Dataset entries
※ ※ ※

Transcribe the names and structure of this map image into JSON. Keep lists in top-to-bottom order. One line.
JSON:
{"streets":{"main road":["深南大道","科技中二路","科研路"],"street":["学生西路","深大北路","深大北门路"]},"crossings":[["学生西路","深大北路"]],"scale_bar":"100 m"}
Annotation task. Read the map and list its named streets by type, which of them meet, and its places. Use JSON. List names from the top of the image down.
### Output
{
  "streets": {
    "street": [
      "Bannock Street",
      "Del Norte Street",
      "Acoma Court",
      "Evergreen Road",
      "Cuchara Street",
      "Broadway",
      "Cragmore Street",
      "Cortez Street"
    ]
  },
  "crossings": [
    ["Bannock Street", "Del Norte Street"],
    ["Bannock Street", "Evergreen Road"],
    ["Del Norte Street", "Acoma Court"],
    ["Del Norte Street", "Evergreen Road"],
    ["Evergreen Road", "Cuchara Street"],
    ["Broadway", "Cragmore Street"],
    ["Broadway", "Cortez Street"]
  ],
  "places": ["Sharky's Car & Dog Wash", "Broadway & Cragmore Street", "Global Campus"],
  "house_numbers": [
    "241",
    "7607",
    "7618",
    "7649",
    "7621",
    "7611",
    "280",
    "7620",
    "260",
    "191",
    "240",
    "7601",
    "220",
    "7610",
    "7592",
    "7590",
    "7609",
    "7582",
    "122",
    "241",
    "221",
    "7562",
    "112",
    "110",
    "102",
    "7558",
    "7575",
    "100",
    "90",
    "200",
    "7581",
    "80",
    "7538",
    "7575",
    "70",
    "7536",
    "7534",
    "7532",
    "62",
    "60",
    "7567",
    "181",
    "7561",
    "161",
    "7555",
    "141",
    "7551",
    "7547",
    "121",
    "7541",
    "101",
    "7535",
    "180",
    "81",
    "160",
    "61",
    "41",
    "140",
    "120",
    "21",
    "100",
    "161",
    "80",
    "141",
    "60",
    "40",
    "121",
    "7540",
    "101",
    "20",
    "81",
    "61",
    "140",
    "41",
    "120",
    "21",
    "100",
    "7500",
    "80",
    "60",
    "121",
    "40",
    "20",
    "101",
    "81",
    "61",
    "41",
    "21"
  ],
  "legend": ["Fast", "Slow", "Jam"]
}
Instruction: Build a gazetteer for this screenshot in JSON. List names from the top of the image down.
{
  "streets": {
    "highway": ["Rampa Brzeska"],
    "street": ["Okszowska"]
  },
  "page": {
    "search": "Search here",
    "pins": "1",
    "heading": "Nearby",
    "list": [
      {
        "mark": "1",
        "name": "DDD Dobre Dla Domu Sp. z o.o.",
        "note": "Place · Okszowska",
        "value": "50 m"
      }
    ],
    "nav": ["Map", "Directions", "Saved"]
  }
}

※ ※ ※

REQUIRED WORK
Beginning at the first line of the records, give again each line exactly as written, ending with the line that contains "Annotation task. Read".

SOLUTION FOR THIS EXERCISE
Transcribe the names and structure of this map image into JSON. Keep lists in top-to-bottom order. One line.
JSON:
{"streets":{"main road":["深南大道","科技中二路","科研路"],"street":["学生西路","深大北路","深大北门路"]},"crossings":[["学生西路","深大北路"]],"scale_bar":"100 m"}
Annotation task. Read the map and list its named streets by type, which of them meet, and its places. Use JSON. List names from the top of the image down.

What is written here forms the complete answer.